■ TASK PROMPT ■
Find each line below where the word "linecap" occurs, and copy it.

(Stored items)
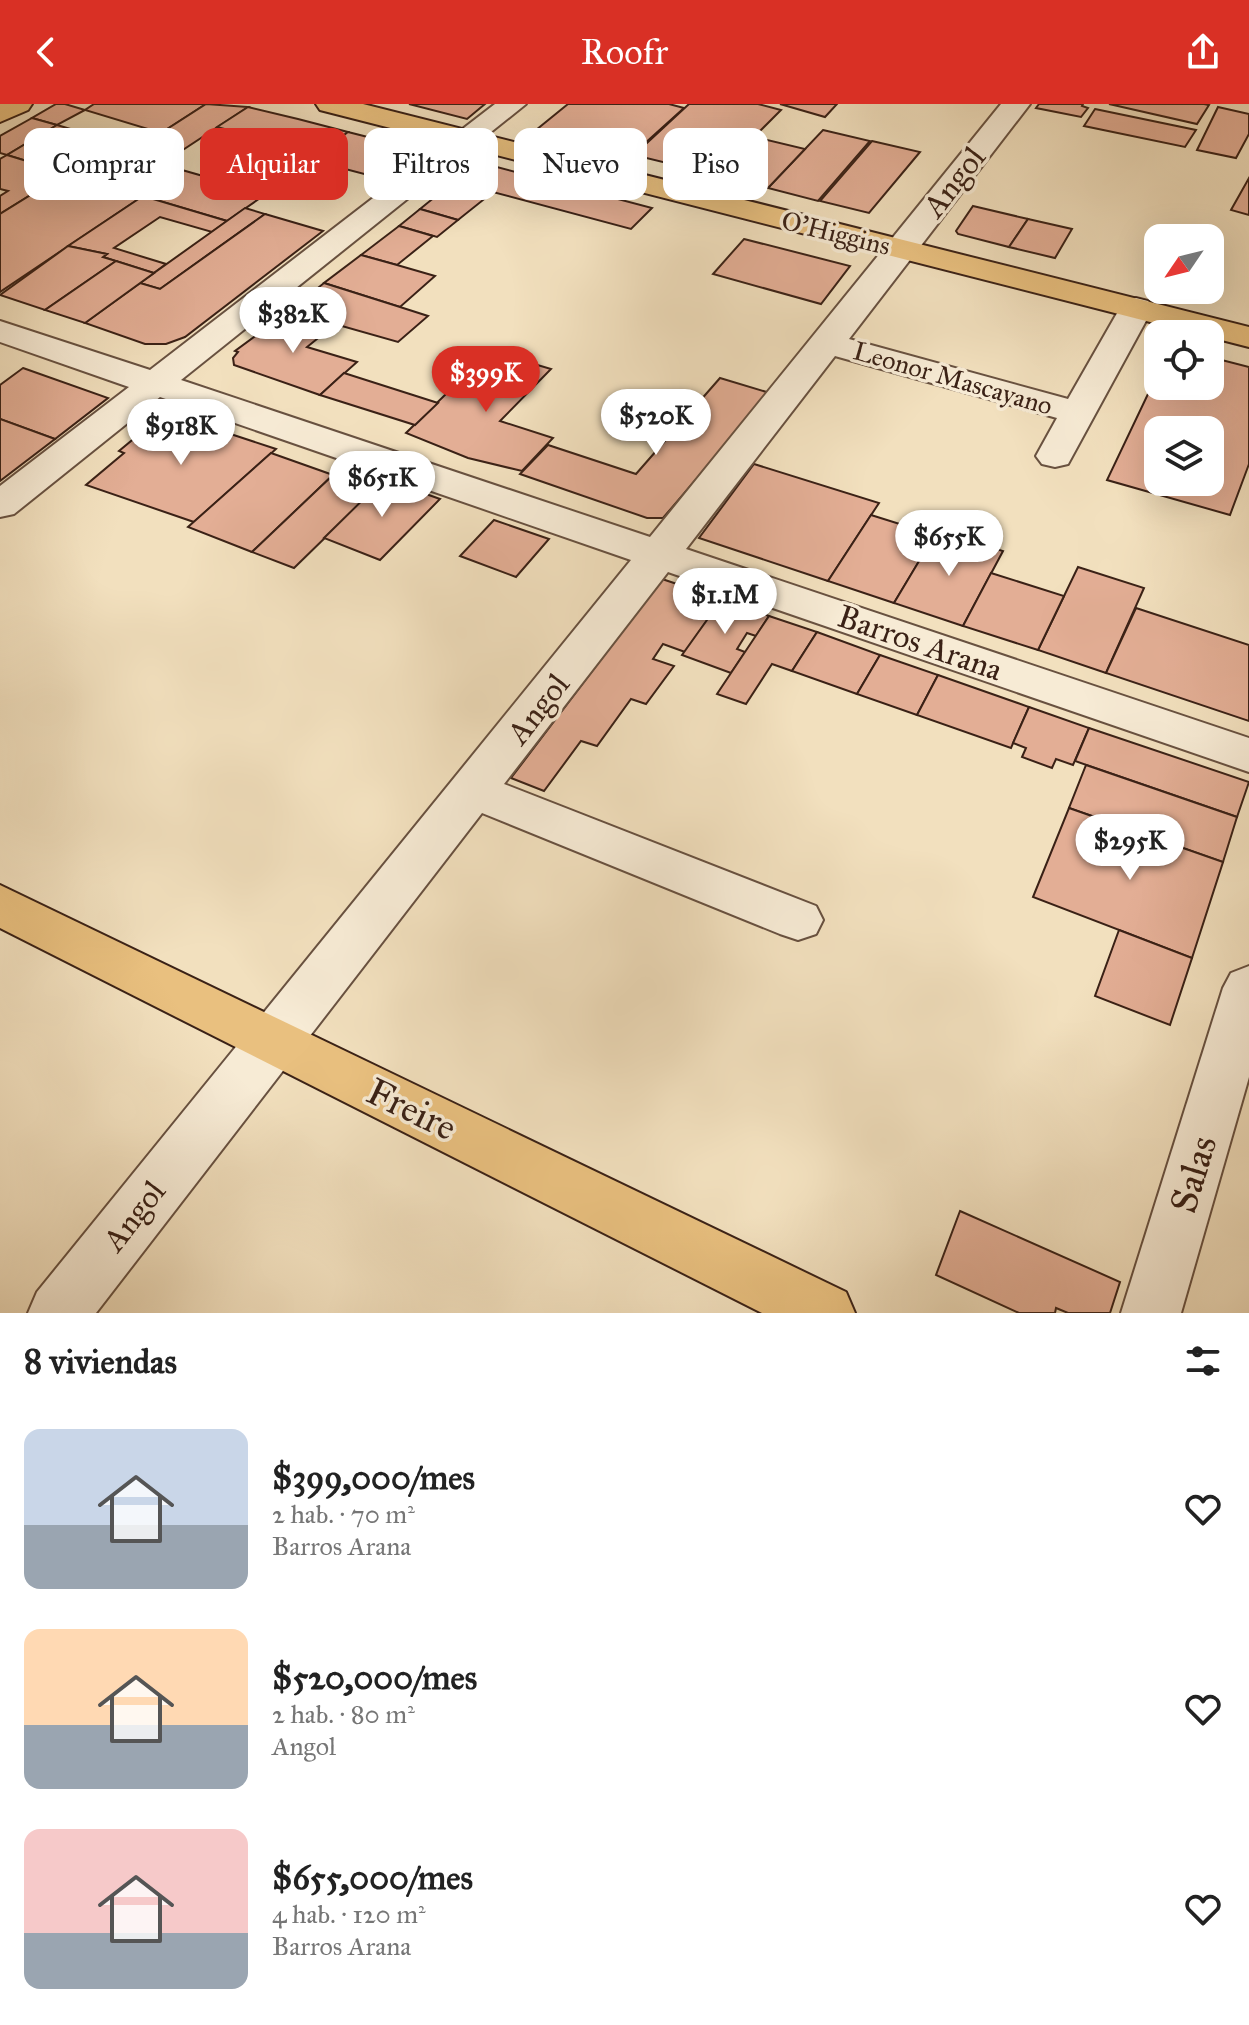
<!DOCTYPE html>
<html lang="es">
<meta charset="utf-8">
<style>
body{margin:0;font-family:"IM FELL Great Primer",serif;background:#f6f6f6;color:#222;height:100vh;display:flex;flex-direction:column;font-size:30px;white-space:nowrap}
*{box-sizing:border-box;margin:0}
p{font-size:26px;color:#767676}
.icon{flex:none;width:44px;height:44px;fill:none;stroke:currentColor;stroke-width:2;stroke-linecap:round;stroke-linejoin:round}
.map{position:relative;height:1209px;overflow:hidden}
.drawer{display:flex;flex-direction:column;background:#fff;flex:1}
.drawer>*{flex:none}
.top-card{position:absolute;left:24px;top:24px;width:800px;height:72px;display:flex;gap:16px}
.needle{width:52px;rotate:235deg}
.tools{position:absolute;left:1144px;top:120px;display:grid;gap:16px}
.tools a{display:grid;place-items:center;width:80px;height:80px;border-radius:16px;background:#fff;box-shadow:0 8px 32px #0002;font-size:40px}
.price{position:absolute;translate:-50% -68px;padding:0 18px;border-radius:28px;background:#fff;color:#222;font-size:26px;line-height:52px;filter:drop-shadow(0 2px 4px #0008)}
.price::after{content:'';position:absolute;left:50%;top:48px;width:24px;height:18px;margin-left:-12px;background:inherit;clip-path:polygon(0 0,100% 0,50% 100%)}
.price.on{background:#d93025;color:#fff}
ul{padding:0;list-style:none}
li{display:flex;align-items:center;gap:24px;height:200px;padding:0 24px}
li span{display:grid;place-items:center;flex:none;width:224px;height:160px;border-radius:16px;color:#555}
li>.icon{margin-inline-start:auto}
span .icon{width:96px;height:96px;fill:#fffc;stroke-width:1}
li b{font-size:34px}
h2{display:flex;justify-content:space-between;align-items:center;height:96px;padding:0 24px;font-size:34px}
.chip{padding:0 28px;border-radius:16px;background:#fff;box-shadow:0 8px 32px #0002;font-size:28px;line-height:72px}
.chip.on{background:#d93025;color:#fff}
header{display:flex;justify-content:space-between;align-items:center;height:104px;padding:0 24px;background:#d93025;color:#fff;font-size:36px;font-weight:600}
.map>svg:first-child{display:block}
</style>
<header><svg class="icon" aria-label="back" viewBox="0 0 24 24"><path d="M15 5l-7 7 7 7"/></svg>Roofr<svg class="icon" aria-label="share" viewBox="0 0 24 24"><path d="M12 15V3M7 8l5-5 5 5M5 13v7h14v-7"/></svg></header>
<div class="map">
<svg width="1249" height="1209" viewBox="0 0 1249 1209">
<rect width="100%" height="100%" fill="#f2e0be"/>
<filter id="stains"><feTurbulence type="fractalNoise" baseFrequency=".0025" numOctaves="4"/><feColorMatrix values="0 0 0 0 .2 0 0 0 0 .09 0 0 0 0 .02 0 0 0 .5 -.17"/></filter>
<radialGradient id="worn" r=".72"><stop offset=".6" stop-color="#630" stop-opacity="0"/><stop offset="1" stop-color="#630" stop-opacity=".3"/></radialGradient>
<g fill="#e3ae95" stroke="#3a2116" stroke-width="2" fill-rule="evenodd">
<polygon points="56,0 65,0 85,6 57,21 32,14"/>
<polygon points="94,0 206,0 161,29 85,6"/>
<polygon points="206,0 248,3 122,86 88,76"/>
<polygon points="409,0 485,0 467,15"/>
<polygon points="568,0 669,0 684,4 633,50 536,26"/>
<polygon points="689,0 758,0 781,6 716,71 634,51"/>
<polygon points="780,0 837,0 825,13"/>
<polygon points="1039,0 1083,0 1082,2 1088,4 1081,13 1036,4"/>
<polygon points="1109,0 1204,0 1209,1 1197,20"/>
<polygon points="248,3 298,15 348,28 320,50 217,23"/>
<polygon points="1218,3 1249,10 1249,30 1236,54 1197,46"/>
<polygon points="1095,5 1196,26 1185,43 1084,22"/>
<polygon points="32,14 57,21 7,51 0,49 0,32"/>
<polygon points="57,21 94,32 137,44 88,76 7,51"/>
<polygon points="823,26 870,37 818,97 768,84"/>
<polygon points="348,28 423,47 387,76 311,56"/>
<polygon points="755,33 805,45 768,84 717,72"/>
<polygon points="872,37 920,48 869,109 820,97"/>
<polygon points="7,51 66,69 0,110 0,92 8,87 0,85 0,55"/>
<polygon points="478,58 652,104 631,125 493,88 458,116 420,105"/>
<polygon points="161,60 266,90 227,117 122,86"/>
<polygon points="66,69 143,92 0,188 0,110"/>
<polygon points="1249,74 1249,111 1231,106"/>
<polygon points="143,92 227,117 212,128 160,113 114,144 166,160 154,169 103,153 107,150 68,142"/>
<polygon points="973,102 1028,115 1009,143 958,130 956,127"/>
<polygon points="245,104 265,110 160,185 140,179"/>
<polygon points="420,105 458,116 437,133 399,122"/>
<polygon points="265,110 323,127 185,233 166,240 145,240 85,219 140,179 160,185"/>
<polygon points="1028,115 1072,125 1055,154 1009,143"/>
<polygon points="399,122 433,132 397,161 361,151"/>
<polygon points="744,135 850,162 821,200 713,170"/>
<polygon points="68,142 107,150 103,153 116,157 45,206 0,191"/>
<polygon points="361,151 397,161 435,172 400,203 324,179"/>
<polygon points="116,157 154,169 85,219 45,206"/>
<polygon points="324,179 400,203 428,212 398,238 289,207"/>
<polygon points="289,207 333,222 307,243 357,258 320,291 234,261 233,254 238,248 235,247"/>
<polygon points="490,247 551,265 500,317 553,334 522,367 468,354 406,329"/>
<path d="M1210 253 1249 263V360L1230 411 1107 376 1158 269V282H1210ZM1158 326H1210V378H1158Z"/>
<polygon points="23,264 108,294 55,335 0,315 0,281"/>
<polygon points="344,269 438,299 415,321 320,291"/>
<polygon points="720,274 770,289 663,414 647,414 520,370 548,341 636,370"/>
<polygon points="168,313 182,314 276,345 194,418 86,381 124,349 119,347 154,318"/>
<polygon points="0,315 55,335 0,377"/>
<polygon points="271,349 333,371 252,448 188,423"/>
<polygon points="754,360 879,399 828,477 699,434"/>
<polygon points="333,371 374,386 294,464 252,448"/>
<polygon points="384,375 440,395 380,456 324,434"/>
<polygon points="871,411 935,431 894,499 828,477"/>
<polygon points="494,416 549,435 516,473 460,452"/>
<polygon points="937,427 1003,447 963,522 894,499"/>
<polygon points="1078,463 1144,484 1106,569 1038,546"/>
<polygon points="991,469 1064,492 1038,546 963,522"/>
<polygon points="662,475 722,495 685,548 663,540 653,555 674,562 646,600 631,595 597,642 581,637 544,687 511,674"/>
<polygon points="722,495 769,512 756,532 747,529 737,545 745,548 731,569 682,551"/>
<polygon points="1136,504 1249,541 1249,617 1106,569"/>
<polygon points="769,512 817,528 792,567 772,560 746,600 717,590"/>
<polygon points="817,528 880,551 857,590 792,567"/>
<polygon points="880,551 938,571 917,611 857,590"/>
<polygon points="938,571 1029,603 1011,644 917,611"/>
<polygon points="1029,603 1089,624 1073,661 1056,655 1052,664 1022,653 1026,644 1013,639"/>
<polygon points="1089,624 1249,678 1237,713 1075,657"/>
<polygon points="1086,661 1237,713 1223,758 1069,704"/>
<polygon points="1069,704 1223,758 1192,854 1033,793"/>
<polygon points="1119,826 1192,854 1170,921 1095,892"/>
<polygon points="960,1107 1120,1178 1110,1209 1068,1209 1056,1204 1055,1209 1019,1209 936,1171"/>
</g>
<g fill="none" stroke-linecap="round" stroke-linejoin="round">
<defs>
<g id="minor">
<polygon points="495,0 526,0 181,276 650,433 1001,0 1030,0 849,235 1068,295 1124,197 1136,194 1148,197 1153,204 1068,360 1055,363 1042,360 1036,352 1057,314 835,252 686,445 1249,634 1249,668 668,468 504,680 816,802 823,816 816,830 798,836 780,830 482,709 96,1209 28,1209 37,1188 631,456 160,293 14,410 0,413 0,382 129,283 0,238 0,217 150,266"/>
<polygon points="1249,862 1249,973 1181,1209 1121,1209 1223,884 1231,869"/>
</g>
<g id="major">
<polygon points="0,0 32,0 28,6 0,18"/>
<polygon points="316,0 363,0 1249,223 1249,243 1210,233 1210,230 1197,230 320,6"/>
<polygon points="0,781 846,1188 855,1209 762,1209 0,824"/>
</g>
</defs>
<use href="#minor" stroke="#685140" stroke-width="4"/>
<use href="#major" stroke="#3a2116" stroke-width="4"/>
<use href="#minor" fill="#f7ebd5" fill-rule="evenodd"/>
<use href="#major" fill="#e9c07f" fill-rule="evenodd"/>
</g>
<g text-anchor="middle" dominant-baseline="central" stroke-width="7" stroke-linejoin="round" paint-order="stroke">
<g font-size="26" fill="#3a2116" stroke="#f7ebd5">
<text transform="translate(836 129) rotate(14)">O'Higgins</text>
<text transform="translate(953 274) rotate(16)">Leonor Mascayano</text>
</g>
<g font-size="32" fill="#3a2116" stroke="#f7ebd5">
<text transform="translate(954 78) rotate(-52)">Angol</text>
<text transform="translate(920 539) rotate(19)">Barros Arana</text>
<text transform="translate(538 605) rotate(-52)">Angol</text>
<text transform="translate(134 1112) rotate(-52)">Angol</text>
</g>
<g font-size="38" fill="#3a2116" stroke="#f7ebd5">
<text transform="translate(412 1005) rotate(26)">Freire</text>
<text transform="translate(1193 1070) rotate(-73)">Salas</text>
</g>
</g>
<rect width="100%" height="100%" filter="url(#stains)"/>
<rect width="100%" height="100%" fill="url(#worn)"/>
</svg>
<div class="tools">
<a><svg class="needle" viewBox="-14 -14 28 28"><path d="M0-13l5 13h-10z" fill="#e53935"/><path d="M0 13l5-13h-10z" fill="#767676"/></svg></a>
<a><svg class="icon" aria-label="locate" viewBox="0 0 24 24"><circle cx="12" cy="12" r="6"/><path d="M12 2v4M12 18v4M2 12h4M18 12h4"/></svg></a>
<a><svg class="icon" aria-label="layers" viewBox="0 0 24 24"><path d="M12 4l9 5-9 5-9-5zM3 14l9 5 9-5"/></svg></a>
</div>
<b class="price" style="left:293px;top:251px">$382K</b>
<b class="price on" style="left:486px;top:310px">$399K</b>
<b class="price" style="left:656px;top:353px">$520K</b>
<b class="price" style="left:181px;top:363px">$918K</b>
<b class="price" style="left:382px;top:415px">$651K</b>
<b class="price" style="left:949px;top:474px">$655K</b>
<b class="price" style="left:725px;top:532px">$1.1M</b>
<b class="price" style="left:1130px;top:778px">$295K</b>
<div class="top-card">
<a class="chip">Comprar</a>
<a class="chip on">Alquilar</a>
<a class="chip">Filtros</a>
<a class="chip">Nuevo</a>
<a class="chip">Piso</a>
</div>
</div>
<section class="drawer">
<h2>8 viviendas<svg class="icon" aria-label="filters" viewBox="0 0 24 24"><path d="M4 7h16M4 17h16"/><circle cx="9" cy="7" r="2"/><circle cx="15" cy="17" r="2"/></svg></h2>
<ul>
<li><span style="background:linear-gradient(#c9d6e8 60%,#9aa5b1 0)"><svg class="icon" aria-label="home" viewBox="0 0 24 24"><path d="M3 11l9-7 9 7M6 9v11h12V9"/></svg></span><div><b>$399,000/mes</b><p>2 hab. · 70 m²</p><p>Barros Arana</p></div><svg class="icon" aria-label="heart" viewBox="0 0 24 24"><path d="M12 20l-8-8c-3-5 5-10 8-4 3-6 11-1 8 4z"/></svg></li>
<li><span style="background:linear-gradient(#ffd9b3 60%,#9aa5b1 0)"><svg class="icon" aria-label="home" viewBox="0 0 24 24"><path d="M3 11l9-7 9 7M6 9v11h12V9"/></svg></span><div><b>$520,000/mes</b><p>2 hab. · 80 m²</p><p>Angol</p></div><svg class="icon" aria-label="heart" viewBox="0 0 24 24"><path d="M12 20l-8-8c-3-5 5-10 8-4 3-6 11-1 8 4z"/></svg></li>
<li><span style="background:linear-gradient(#f6c9c9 65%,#9aa5b1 0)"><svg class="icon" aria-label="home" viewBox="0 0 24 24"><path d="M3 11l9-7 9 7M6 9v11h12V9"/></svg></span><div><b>$655,000/mes</b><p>4 hab. · 120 m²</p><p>Barros Arana</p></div><svg class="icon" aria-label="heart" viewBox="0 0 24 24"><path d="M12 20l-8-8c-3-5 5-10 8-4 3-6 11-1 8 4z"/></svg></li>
</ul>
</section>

■ REPLY TO THE EXERCISE ■
.icon{flex:none;width:44px;height:44px;fill:none;stroke:currentColor;stroke-width:2;stroke-linecap:round;stroke-linejoin:round}
<g fill="none" stroke-linecap="round" stroke-linejoin="round">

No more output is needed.